Dank ständiger Rabatt-Feuerwerke ist die chinesische Shopping-Plattform Temu mittlerweile auch in Deutschland ziemlich beliebt. Warum Verbraucherschützer trotzdem warnen und erste rechtliche Schritte unternehmen ...

Stand: 18.03.2024

Temu App | Bild: mauritius images / Valerio Rosati / Alamy / Alamy Stock Photos

"Einkaufen wie ein Milliardär" - dieser Slogan ist bei Temu Programm: Von Küchenutensilien über Elektroartikel, Spielwaren bis hin zu Mode und Beautyartikeln – Temu lockt hier mit extremen Schnäppchenpreisen und Rabatten bis zu 95 Prozent.

Warum ist bei Temu alles so billig?

"Wenn Sie bei Temu etwas bestellen, kaufen Sie nicht direkt bei Temu ein", erklärt Simone Bueb, Referentin für Verbraucherrecht bei der Verbraucherzentrale Bayern. "Der Shop ist eigentlich eine Plattform und hat selbst keine großen Lager", so Bueb weiter, "und deshalb kann Temu unter anderem so billig sein." Temu vermittelt also nur zwischen Ihnen und dem jeweiligen Hersteller oder der jeweiligen Fabrik. Das wiederum bedeutet: "Sie selbst wissen also eigentlich gar nicht, bei wem genau Sie einkaufen", betont Bueb. Dazu kommt, dass Temu keine Verantwortung für die Produktqualität und Richtigkeit der Produktbeschreibungen übernimmt, wie die Stiftung Warentest unterstreicht.

Wer steckt hinter Temu?

Temu wurde 2022 in den USA gegründet, gehört aber einem chinesischen Konzern. "Der Anbieter hat bisher außerhalb Europas vor allem in den USA und natürlich auch in China große Geschäfte gemacht - und will jetzt auf den europäischen Markt drängen," resümiert Bueb. Offenbar mit Erfolg, wie die Stiftung Warentest im Februar 2024 festgestellt hat: Umfragen zufolge hat bisher rund ein Viertel aller Deutschen schon einmal bei Temu bestellt, wodurch Temu mittlerweile hinter Amazon, Ebay und Otto auf dem 4. Platz aller in Deutschland erfolgreichen Online-Shoppingplattformen liegt.

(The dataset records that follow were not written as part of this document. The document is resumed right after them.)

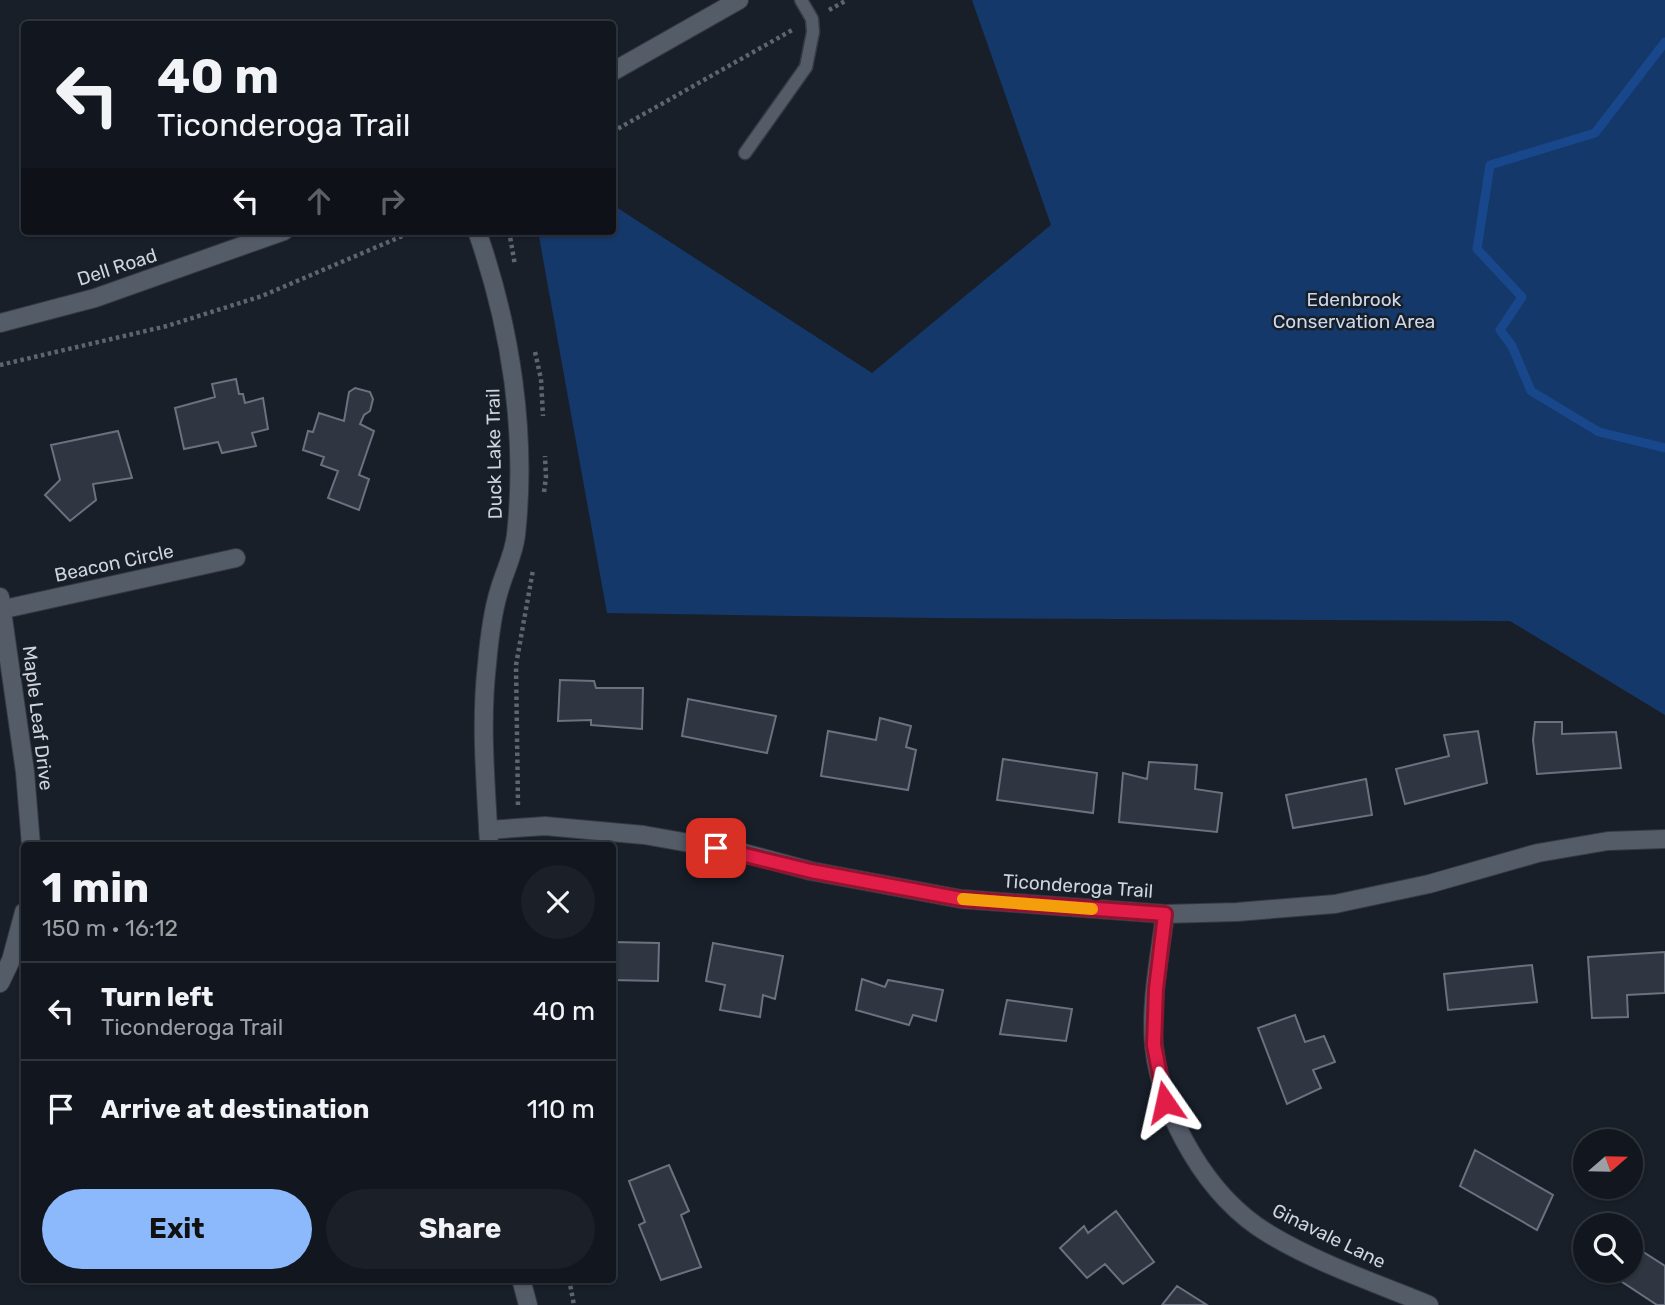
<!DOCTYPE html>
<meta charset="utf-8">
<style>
:root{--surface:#12171f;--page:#1b2028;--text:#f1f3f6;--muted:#9c9fa4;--line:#31363d;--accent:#8cb9fc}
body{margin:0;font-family:Rubik,sans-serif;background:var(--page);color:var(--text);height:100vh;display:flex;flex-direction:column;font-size:26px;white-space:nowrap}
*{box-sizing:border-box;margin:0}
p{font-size:23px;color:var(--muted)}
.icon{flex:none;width:38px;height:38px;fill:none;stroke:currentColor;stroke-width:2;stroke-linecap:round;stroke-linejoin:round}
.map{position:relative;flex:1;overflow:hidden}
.drawer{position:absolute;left:21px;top:842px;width:595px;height:441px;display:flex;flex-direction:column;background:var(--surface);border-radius:7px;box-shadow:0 2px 5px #0004,0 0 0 2px var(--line)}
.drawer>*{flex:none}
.banner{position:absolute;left:21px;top:21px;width:595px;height:214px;border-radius:7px;box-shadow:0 2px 5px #0004,0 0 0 2px var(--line);background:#12171f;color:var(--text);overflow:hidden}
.needle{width:46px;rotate:70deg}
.tools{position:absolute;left:1573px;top:1129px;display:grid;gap:14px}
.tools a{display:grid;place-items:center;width:70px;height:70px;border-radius:50%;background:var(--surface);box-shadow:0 2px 5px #0004,0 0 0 2px var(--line);font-size:35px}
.pin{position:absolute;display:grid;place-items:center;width:60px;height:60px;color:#fff;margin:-30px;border-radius:14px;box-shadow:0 4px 10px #0006}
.me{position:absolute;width:77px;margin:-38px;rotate:349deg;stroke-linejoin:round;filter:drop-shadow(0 0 5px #0008)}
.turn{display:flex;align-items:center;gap:24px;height:147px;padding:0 21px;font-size:32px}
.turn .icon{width:91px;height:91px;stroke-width:2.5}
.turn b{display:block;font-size:49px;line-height:60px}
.lanes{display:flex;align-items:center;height:66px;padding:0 21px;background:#0003;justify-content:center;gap:35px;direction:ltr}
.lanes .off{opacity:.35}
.round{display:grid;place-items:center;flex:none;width:74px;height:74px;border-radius:37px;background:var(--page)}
.summary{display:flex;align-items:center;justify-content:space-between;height:119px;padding:0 21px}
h1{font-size:42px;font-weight:700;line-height:52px}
.cta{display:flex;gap:14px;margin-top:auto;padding:14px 21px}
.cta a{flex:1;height:80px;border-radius:42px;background:var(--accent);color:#111;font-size:28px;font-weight:700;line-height:80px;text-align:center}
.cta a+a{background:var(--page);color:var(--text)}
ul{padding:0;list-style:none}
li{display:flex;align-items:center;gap:21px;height:98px;padding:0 21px;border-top:2px solid var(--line)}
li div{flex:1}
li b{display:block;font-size:26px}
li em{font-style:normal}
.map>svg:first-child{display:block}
</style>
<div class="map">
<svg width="1665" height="1305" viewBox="0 0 1665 1305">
<rect width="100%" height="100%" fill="#181f29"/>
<path fill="#15386a" d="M972 0H1665V715L1510 621 933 618 607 613 538 231H612L613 205 872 373 1051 225Z"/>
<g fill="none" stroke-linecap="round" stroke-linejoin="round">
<path stroke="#19478b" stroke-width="9" d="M1665 42 1595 133 1490 165 1477 249 1522 297 1500 330 1512 346 1531 391 1599 432 1665 448"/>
</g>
<path fill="#2f3641" stroke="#69727e" stroke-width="2" d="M236 379 239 394H243L245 403 263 398 268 429 252 433 256 446 222 453 218 442 184 449 175 408 215 397 212 384Z
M355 388 370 392 373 399 370 411 364 415 360 424 374 431 359 475 369 479 359 510 328 498 338 471 321 465 324 457 303 450 308 431 313 432 319 413 344 421 349 392Z
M118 431 132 478 93 484 96 500 70 521 45 495 60 480 51 445Z
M560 680 594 681 596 688H643L642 729 591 725V720L558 721Z
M688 699 776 716 767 753 682 736Z
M880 718 911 726 906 747 916 750 908 790 821 776 828 731 876 740Z
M1535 722H1562V734L1616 732 1621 768 1537 774 1533 740Z
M1478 731 1487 783 1405 804 1396 769 1449 756 1444 735Z
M1003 759 1097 773 1093 813 997 800Z
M1149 762 1197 765 1195 789 1222 793 1217 832 1119 822 1123 773 1147 779Z
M1366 779 1372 815 1293 828 1286 795Z
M612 942 659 943 658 981 612 980Z
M713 943 783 956 775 999 763 995 760 1017 720 1010 725 985 706 981Z
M1665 952V993L1627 995 1628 1017 1592 1018 1588 957Z
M1532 965 1537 1002 1448 1010 1444 974Z
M862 979 885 987 888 980 943 990 936 1021 913 1015 909 1025 856 1010Z
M1007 1000 1072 1009 1066 1041 1000 1034Z
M1295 1015 1305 1042 1324 1036 1335 1062 1313 1070 1321 1088 1287 1104 1258 1028Z
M1475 1150 1553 1195 1537 1230 1460 1186Z
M669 1165 689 1211 681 1215 701 1267 661 1280 639 1225 645 1222 629 1181Z
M1116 1211 1154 1262 1123 1284 1105 1264 1087 1278 1060 1248 1084 1226 1088 1233Z
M1631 1244 1665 1266V1305H1657L1604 1270H1631Z
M1177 1286 1207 1305H1162Z"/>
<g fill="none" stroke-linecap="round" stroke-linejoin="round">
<g stroke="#353942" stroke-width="15">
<path id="lane" d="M745 153 806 67 813 32 812 19 801 0"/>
</g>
<g stroke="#353942" stroke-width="20">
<path id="street" d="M0 597 25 772 31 845
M0 610 236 558
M488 830 545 826 644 835 740 852 811 871 961 899 1165 914 1237 912 1335 904 1429 884 1538 853 1608 841 1665 839
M1165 914C1160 956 1150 1002 1154 1046 1162 1117 1207 1197 1269 1234 1319 1264 1376 1283 1429 1305
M0 983 11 960 24 912"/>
</g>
<g stroke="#353942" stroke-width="20">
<path id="secondary" d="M612 72 739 0
M477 231C511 328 527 433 516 535 514 554 504 573 499 591 492 614 489 641 487 664 480 725 486 785 489 845
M0 323 95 298 284 231
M521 1279 528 1305"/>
</g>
<path stroke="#5f656e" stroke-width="4.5" stroke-dasharray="3.5 3.5" stroke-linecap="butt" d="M829 10 847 0
M612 132 794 29
M509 231 515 265
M535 352 541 379 543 416
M0 365 167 326 262 296 414 231
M544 492 546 477 545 456
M518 805 516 665 533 570
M569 1279 574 1305"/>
<use href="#lane" stroke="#545c68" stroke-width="12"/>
<use href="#street" stroke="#545c68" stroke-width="18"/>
<use href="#secondary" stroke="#545c68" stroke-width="18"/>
</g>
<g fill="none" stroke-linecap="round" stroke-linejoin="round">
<g stroke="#92132f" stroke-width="18">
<path id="route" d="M716 848 811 871 961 899 1165 914 1156 989 1154 1045 1165 1102"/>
</g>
<use href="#route" stroke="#e11d48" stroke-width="12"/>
<path stroke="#f59e0b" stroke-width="12" d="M963 899 1092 909"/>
</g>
<g text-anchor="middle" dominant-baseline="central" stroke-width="5" stroke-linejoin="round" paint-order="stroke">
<g font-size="19" fill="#cfd3db" stroke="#181f29">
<text transform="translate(117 267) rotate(-18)">Dell Road</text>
<text transform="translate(494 454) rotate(-91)">Duck Lake Trail</text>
<text transform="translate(114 563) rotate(-12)">Beacon Circle</text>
<text transform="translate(38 718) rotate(83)">Maple Leaf Drive</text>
<text transform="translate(1078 886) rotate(4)">Ticonderoga Trail</text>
<text transform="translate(1329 1236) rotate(26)">Ginavale Lane</text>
</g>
<g font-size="19" fill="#cbd8ec" stroke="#181f29">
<text x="1354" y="299">Edenbrook<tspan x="1354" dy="22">Conservation Area</tspan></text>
</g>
</g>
</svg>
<div class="tools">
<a><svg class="needle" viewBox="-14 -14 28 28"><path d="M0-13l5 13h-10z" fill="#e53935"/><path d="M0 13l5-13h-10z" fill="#9c9fa4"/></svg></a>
<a><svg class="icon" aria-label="search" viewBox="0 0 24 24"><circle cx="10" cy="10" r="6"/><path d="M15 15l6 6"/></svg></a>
</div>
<div class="pin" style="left:716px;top:848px;background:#d93025"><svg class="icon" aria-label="arrive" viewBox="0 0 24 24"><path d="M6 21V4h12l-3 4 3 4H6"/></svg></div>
<svg class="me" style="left:1165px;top:1102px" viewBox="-20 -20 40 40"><path d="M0-17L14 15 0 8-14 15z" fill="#e11d48" stroke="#fff" stroke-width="4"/></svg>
<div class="banner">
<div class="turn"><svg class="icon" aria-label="left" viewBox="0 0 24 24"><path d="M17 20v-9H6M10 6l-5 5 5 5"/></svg><div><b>40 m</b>Ticonderoga Trail</div></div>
<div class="lanes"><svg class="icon" aria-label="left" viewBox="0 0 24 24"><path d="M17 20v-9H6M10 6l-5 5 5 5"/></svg><svg class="icon off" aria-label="ahead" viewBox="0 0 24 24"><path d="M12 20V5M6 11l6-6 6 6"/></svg><svg class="icon off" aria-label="right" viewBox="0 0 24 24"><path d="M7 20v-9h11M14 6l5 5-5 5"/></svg></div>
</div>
<section class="drawer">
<div class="summary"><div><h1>1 min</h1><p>150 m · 16:12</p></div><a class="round"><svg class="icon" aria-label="close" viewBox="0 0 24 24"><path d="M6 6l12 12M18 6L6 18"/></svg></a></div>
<ul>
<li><svg class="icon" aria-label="left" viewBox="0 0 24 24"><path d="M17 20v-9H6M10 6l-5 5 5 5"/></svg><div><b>Turn left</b><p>Ticonderoga Trail</p></div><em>40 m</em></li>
<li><svg class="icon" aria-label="arrive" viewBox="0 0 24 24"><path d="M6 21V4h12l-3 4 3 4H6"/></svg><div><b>Arrive at destination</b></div><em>110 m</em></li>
</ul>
<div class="cta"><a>Exit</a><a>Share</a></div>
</section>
</div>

Wer hat Erfahrungen mit Temu Shop?

Verbraucherschützer sehen Temu mittlerweile eindeutig kritisch: Die Verbraucherzentralen berichten etwa davon, dass die Waren häufig schlechte Qualität haben, dass offenbar auch Warensendungen einfach nicht ankommen und obendrein der Kundenservice nur schlecht erreichbar sei. Ähnliches berichtet auch Verbraucherschützerin Bueb: "Es kann sein, dass beispielsweise elektronische Produkte nicht das europäische Prüfsiegel, das sogenannte CE-Siegel, haben. Dass die Waren minderwertig sind oder auch dass Waren teilweise schon defekt ankommen, weil sie nicht richtig verpackt sind."  Auch die Stiftung Warentest zitiert europäische Verbraucherschutzorganisationen, die bei den Billigwaren von Temu schlechteste Qualität vorgefunden hatten: Von Teddybären mit verschluckbaren Kleinteilen über unbrauchbare E-Scooter-Helme bis hin zu gefährlichen Heißlüftern, die sogar explodieren und/oder einen Brand und Stromschlag verursachen können - die Mängelliste war auch hier lang.

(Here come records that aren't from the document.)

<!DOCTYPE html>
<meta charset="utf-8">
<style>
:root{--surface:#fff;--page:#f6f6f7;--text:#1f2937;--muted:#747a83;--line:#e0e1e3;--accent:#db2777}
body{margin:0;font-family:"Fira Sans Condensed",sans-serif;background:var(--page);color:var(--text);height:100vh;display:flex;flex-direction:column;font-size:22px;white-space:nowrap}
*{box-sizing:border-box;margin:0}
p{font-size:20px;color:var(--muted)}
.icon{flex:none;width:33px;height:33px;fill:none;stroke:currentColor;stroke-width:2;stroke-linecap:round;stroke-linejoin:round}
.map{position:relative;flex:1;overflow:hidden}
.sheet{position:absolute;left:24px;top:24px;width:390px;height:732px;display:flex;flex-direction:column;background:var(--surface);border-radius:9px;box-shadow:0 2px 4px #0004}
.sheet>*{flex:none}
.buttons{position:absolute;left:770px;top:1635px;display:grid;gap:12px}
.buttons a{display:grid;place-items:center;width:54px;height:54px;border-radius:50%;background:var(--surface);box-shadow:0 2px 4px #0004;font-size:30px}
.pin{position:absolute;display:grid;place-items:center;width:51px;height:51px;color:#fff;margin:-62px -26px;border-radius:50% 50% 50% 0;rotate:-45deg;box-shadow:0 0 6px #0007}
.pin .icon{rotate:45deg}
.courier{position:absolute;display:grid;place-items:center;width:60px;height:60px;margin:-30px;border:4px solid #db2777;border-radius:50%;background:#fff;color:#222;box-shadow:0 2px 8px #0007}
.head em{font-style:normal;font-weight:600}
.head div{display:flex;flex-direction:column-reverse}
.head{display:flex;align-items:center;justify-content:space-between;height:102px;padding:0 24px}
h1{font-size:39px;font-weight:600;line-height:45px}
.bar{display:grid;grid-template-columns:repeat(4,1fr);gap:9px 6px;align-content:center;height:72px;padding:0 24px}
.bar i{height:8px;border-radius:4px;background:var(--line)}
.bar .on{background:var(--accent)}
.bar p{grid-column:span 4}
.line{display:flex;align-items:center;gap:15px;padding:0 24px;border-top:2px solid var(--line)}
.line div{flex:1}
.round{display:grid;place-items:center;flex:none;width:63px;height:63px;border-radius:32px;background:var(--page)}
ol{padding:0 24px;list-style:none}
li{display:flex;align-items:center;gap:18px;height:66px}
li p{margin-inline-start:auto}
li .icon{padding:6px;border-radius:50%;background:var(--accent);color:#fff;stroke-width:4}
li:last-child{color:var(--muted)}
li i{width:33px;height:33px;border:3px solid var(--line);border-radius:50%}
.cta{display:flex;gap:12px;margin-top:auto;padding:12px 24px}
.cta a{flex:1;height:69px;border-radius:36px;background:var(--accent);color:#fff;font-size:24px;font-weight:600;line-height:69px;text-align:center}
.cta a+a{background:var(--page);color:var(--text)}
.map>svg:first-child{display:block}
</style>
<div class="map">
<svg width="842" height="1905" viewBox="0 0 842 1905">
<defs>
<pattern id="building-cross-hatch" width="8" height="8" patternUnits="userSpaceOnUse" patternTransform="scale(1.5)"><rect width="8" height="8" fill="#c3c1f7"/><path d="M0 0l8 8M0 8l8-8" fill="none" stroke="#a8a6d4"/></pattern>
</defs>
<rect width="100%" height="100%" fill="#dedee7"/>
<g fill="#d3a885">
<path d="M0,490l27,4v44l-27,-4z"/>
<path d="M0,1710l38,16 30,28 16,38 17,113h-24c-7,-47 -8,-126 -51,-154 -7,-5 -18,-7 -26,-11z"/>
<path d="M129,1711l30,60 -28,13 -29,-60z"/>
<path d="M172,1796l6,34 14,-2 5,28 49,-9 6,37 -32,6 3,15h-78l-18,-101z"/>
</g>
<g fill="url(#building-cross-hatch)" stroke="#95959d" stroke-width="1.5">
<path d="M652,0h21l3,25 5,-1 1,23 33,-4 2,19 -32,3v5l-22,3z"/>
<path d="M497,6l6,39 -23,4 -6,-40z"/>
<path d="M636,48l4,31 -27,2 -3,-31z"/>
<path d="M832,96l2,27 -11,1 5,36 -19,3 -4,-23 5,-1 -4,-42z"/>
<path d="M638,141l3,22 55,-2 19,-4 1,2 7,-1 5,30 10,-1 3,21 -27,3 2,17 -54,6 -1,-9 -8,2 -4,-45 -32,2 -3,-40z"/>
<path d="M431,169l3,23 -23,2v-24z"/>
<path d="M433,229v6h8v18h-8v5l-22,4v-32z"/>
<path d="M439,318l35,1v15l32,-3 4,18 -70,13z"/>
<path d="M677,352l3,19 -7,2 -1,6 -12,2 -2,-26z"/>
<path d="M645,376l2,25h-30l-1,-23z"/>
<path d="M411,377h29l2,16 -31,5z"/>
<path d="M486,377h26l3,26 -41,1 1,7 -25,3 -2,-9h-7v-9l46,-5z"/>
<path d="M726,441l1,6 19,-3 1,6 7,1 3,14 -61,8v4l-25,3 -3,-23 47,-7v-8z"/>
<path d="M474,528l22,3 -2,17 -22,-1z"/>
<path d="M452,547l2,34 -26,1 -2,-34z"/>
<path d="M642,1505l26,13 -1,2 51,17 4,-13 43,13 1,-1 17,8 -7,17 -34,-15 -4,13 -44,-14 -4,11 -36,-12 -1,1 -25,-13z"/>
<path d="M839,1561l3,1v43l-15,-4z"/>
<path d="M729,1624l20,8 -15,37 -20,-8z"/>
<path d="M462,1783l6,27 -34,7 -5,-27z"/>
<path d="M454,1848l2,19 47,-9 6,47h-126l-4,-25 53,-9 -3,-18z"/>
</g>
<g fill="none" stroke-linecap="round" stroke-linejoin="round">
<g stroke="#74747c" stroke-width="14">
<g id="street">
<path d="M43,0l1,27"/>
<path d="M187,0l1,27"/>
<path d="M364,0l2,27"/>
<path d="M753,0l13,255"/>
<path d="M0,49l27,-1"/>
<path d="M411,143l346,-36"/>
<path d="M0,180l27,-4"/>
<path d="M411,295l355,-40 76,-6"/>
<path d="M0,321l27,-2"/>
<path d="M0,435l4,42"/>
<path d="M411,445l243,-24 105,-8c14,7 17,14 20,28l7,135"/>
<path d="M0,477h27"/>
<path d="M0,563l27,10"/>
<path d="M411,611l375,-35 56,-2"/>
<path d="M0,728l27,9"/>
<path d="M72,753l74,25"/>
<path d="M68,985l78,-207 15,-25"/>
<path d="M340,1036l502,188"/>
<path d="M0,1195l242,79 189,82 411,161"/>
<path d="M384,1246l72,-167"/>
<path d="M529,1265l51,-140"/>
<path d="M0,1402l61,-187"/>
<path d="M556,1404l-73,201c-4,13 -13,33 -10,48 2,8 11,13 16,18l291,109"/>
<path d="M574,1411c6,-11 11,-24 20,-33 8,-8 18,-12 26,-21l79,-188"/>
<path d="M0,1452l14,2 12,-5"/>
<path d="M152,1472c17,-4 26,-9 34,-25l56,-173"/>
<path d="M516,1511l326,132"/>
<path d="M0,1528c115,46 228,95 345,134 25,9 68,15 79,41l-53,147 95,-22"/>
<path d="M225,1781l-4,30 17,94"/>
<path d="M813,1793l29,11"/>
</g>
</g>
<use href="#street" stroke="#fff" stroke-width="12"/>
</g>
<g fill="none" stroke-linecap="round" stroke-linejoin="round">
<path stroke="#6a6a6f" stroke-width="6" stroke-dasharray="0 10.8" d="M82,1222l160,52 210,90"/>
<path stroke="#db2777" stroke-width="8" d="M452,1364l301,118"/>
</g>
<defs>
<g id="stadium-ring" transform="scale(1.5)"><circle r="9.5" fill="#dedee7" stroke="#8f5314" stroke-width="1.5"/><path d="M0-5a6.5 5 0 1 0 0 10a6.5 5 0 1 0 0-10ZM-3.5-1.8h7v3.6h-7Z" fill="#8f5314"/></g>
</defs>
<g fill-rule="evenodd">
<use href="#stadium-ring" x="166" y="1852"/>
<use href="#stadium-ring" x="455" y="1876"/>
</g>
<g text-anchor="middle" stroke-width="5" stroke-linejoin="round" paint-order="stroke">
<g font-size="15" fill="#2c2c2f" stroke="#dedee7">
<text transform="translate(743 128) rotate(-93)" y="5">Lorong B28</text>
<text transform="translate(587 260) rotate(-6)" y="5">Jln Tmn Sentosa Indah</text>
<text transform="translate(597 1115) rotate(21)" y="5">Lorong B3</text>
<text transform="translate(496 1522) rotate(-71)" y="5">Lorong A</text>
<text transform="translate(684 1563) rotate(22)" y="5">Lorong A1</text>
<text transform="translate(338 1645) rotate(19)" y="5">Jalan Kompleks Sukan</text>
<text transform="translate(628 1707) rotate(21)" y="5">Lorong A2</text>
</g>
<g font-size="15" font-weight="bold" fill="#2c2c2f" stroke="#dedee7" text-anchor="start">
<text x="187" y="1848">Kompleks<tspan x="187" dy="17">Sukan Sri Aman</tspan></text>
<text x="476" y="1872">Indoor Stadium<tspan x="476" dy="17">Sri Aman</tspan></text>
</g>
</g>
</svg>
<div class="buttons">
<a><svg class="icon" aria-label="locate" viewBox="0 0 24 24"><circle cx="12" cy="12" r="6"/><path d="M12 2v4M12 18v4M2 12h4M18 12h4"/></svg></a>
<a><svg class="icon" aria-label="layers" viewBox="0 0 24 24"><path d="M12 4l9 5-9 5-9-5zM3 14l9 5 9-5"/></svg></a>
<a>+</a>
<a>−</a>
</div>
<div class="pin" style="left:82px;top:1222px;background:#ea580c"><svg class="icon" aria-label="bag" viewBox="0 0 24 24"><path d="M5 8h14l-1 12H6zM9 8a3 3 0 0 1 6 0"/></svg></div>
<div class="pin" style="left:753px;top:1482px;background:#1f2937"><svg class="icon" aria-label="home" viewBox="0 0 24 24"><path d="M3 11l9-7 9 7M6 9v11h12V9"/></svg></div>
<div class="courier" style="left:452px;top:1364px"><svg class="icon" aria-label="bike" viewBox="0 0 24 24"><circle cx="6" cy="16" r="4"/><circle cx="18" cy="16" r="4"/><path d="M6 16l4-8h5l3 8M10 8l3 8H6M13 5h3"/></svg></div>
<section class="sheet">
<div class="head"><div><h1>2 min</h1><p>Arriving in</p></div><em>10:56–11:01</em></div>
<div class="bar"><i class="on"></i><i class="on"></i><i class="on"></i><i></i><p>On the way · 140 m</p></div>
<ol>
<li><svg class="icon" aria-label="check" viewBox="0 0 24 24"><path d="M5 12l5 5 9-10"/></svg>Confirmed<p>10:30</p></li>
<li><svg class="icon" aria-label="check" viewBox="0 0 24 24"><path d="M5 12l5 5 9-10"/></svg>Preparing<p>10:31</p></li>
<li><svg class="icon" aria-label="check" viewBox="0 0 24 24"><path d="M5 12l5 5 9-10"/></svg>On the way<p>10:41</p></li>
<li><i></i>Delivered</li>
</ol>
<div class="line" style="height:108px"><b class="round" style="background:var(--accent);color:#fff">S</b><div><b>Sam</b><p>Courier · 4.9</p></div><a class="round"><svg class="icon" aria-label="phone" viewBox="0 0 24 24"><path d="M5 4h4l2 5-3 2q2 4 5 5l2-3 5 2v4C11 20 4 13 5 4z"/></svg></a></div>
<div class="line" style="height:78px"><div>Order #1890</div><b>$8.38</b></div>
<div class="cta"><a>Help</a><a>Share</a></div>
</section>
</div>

"Einfach nur, weil es billig ist, heißt das nicht, dass ich tolle Waren bekomme."

Simone Bueb, Referentin für Verbraucherrecht bei der Verbraucherzentrale Bayern e.V.

Aber auch in Sachen Nachhaltigkeit sieht Bueb die Plattform Temu kritisch: "Ich weiß nicht, wie die Waren produziert werden - da sie extrem günstig sind, sicherlich in Massen und aus Materialien, die ich nicht einschätzen kann. Dann der Versand von China nach Deutschland: Es dauert teilweise Wochen, bis die Sachen bei mir ankommen, und wenn's blöd läuft, sind sie beschädigt oder nicht so wie ich es mir vorgestellt habe - und dann kann ich sie gleich direkt wegwerfen."  

Abmahnung Temu

Der Verbraucherzentrale Bundesverband (vzbv) hat den chinesischen Online-Händler Temu im März 2024 abgemahnt. "Die Plattform Temu verunsichert und übervorteilt Verbraucherinnen und Verbraucher mit willkürlich erscheinenden Rabatten, fragwürdigen Bewertungen und manipulativen Designs, das muss aufhören", sagte vzbv-Chefin Ramona Pop. Das Unternehmen verstoße gegen EU-Verbraucherschutzgesetze und betreibe darüber hinaus Greenwashing.

Unrechtmäßig sei etwa der Einsatz sogenannter Dark Patterns: Temu setze mit Hinweisen wie "Beeile dich! Über 126 Personen haben diesen Artikel in ihrem Warenkorb" die Kunden unter Druck. Laut vzbv ist dies seit Inkrafttreten des EU-Gesetzes für Digitale Dienste im Februar verboten. "In Deutschland und der Europäischen Union gelten Gesetze zum Schutz der Verbraucherinnen und Verbraucher, an die sich alle Unternehmen halten müssen", sagte Pop.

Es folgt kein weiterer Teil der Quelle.